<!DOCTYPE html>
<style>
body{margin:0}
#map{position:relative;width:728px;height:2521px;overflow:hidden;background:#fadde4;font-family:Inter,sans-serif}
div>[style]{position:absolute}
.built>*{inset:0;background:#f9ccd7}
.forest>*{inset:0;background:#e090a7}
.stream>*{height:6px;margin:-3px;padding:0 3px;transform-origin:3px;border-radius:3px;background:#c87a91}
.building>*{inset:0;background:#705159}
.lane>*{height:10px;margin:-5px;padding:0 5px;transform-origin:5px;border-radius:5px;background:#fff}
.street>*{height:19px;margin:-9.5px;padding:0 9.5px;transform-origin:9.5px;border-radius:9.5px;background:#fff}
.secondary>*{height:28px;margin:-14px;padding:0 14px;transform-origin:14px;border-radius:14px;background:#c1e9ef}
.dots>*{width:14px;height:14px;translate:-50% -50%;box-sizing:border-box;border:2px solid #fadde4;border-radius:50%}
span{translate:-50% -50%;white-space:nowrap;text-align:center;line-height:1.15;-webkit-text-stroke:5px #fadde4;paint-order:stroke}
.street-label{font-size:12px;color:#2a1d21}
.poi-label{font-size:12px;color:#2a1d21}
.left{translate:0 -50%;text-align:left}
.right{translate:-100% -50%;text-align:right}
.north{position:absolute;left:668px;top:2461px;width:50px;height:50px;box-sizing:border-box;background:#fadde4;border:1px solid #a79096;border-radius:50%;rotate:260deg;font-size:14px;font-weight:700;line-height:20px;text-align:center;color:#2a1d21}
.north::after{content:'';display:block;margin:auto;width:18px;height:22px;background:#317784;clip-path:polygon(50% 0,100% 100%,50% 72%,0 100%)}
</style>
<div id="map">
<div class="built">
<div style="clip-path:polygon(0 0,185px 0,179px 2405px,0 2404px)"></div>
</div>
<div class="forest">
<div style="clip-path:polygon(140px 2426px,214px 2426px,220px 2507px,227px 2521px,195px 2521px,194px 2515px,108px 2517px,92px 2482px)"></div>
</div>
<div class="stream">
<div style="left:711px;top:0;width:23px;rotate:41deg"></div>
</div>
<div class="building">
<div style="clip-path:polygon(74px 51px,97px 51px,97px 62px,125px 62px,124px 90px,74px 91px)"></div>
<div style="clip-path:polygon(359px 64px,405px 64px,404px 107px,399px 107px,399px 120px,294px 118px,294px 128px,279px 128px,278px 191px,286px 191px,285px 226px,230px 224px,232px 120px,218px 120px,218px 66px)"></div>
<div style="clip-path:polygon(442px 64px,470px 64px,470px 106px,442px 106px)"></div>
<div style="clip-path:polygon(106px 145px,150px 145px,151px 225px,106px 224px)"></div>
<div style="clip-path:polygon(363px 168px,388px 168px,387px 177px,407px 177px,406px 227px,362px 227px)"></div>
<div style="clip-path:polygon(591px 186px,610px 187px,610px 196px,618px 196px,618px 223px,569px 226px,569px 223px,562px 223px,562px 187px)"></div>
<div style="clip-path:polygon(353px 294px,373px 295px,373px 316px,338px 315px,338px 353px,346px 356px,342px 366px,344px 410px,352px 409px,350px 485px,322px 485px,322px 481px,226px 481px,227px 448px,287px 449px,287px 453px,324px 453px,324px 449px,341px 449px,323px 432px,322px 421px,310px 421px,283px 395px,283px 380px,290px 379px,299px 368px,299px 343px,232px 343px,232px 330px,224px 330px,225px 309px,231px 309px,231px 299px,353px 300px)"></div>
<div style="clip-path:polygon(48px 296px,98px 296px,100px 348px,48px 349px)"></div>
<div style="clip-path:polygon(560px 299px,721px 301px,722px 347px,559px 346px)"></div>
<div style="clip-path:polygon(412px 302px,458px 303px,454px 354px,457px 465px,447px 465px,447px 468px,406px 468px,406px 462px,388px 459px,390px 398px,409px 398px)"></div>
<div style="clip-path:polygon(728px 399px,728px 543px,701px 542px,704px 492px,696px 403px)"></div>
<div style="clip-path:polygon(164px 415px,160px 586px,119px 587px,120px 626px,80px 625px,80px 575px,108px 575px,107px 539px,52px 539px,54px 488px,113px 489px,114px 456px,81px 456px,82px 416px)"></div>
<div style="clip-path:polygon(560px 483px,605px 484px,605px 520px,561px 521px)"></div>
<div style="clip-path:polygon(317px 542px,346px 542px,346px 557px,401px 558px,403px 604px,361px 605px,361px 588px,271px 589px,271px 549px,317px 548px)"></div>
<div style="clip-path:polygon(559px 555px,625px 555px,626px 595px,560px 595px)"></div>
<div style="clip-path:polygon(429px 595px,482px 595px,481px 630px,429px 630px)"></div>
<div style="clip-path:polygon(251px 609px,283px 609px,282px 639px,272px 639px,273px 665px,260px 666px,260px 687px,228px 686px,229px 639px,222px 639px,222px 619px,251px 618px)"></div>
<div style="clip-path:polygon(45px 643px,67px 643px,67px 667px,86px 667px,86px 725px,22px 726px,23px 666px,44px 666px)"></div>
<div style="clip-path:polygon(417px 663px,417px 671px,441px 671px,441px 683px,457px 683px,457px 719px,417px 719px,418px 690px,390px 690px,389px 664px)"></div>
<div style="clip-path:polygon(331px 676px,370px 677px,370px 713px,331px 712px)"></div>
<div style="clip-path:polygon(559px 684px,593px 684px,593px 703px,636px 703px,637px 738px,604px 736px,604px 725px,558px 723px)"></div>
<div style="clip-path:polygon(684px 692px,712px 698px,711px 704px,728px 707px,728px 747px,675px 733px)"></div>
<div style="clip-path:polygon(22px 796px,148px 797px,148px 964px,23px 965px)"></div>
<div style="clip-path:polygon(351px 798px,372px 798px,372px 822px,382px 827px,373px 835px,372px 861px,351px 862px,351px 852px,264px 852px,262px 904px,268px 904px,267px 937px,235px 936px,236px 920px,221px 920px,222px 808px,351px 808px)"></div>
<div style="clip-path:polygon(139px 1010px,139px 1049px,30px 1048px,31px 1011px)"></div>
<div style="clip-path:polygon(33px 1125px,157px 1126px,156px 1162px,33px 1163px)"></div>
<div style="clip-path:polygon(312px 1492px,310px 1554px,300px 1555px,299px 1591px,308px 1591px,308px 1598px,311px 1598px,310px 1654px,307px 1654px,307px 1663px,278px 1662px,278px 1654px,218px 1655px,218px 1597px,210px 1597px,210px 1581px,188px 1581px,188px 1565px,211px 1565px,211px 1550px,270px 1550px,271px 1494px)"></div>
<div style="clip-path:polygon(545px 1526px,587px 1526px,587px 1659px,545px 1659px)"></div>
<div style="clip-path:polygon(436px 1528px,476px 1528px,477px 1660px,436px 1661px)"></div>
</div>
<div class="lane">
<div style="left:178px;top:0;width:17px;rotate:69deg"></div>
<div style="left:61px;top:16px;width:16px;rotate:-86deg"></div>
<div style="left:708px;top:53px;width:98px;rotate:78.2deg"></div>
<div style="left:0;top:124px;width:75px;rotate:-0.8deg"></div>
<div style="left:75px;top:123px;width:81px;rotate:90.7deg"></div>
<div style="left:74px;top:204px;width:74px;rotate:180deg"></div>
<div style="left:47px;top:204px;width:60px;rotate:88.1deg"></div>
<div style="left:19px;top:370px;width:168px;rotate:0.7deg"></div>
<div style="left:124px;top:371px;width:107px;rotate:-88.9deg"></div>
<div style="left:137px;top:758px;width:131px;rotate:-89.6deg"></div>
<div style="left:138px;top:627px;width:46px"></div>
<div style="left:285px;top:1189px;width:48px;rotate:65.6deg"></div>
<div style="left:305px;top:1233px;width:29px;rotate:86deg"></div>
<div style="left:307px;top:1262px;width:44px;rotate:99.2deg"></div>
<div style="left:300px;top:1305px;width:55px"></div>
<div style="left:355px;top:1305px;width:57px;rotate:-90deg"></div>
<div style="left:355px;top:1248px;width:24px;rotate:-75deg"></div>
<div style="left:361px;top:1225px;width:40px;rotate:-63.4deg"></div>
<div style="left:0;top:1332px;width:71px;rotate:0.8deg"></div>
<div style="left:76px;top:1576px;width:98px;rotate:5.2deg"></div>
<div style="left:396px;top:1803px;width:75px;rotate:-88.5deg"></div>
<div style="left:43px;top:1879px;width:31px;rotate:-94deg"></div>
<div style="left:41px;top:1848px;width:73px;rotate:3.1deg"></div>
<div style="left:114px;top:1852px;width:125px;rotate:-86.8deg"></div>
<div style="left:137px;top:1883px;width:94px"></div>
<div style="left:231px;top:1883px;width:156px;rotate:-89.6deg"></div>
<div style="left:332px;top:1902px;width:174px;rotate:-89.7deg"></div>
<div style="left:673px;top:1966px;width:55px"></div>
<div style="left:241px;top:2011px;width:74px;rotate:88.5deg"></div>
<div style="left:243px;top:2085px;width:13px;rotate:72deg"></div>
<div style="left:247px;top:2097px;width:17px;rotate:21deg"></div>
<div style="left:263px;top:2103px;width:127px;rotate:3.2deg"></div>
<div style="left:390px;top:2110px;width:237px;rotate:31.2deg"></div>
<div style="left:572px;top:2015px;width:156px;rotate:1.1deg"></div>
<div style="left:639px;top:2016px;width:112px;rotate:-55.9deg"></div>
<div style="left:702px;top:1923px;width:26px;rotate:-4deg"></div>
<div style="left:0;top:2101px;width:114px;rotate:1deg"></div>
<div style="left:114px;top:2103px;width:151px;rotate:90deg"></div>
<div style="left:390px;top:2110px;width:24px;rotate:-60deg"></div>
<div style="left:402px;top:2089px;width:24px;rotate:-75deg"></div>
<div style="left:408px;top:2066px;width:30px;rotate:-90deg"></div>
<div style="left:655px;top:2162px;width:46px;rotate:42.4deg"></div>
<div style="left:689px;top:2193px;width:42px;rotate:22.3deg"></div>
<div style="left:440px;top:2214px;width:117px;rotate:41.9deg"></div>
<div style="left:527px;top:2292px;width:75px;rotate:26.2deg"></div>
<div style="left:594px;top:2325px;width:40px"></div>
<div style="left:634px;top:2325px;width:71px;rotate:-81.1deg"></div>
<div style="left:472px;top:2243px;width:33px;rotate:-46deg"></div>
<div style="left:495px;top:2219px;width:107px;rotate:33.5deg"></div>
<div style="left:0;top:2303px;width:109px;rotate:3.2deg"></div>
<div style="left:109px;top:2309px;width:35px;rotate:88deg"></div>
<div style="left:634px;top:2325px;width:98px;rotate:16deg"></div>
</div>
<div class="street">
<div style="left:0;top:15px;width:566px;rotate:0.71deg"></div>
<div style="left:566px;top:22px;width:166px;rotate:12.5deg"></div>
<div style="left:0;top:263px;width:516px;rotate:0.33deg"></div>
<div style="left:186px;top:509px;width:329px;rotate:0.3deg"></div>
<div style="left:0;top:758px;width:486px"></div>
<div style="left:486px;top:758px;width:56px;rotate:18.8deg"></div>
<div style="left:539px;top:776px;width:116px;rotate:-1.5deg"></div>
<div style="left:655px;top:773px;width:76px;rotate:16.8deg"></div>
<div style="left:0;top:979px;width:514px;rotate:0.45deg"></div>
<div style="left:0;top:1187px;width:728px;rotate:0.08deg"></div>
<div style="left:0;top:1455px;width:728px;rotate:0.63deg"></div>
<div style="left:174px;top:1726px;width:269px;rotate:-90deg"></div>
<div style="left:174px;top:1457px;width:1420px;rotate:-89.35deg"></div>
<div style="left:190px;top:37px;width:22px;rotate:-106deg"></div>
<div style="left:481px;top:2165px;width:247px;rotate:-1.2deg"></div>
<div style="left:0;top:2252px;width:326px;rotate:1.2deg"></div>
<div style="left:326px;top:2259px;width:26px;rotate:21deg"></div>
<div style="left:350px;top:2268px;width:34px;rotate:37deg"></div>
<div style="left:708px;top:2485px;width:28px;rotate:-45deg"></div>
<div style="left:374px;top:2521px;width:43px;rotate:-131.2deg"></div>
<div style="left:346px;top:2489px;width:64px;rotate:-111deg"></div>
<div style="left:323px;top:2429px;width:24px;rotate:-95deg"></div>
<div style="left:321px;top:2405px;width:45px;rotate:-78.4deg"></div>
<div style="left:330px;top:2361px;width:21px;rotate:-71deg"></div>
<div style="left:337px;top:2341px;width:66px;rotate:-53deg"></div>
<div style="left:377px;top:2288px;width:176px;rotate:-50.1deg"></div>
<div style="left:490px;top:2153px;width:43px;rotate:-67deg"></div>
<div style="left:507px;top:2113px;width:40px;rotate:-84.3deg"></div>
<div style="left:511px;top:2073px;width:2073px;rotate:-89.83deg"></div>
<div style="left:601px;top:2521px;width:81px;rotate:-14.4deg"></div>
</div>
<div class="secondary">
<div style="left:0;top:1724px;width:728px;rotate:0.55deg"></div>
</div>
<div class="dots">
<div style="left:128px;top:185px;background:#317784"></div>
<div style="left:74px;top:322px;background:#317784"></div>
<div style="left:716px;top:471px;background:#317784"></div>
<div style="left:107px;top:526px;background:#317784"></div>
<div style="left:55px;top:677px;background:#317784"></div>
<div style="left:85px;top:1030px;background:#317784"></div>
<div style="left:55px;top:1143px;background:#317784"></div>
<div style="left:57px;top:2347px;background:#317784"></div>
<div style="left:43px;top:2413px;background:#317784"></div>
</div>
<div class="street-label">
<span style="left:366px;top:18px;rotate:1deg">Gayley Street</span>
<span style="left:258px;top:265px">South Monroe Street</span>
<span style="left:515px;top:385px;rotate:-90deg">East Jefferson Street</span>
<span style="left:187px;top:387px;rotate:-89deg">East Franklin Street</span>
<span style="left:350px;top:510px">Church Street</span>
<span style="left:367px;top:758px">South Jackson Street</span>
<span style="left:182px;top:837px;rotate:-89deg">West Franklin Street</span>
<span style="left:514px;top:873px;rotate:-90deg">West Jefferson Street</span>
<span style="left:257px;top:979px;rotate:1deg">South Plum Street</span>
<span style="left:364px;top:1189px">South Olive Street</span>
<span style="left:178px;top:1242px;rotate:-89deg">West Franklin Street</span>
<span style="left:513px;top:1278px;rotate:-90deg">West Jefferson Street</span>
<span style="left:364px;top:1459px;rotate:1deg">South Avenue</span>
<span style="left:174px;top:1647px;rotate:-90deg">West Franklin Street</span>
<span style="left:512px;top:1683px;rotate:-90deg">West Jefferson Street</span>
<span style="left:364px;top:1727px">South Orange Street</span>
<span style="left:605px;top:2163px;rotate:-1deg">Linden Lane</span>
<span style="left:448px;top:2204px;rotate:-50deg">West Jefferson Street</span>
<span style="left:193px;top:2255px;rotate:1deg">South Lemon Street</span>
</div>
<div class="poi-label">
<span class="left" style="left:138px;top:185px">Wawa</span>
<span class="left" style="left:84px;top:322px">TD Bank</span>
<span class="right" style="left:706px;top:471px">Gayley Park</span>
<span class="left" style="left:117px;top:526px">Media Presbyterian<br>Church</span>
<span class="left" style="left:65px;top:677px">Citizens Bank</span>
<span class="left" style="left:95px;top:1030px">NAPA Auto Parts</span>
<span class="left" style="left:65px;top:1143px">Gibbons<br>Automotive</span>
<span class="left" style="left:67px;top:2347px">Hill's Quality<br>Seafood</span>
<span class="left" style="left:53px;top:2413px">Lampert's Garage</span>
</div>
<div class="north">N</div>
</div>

################

> [Problem requirements]: For this listing, copy out every line that includes the word "stream".

> [Reply]:
.stream>*{height:6px;margin:-3px;padding:0 3px;transform-origin:3px;border-radius:3px;background:#c87a91}
<div class="stream">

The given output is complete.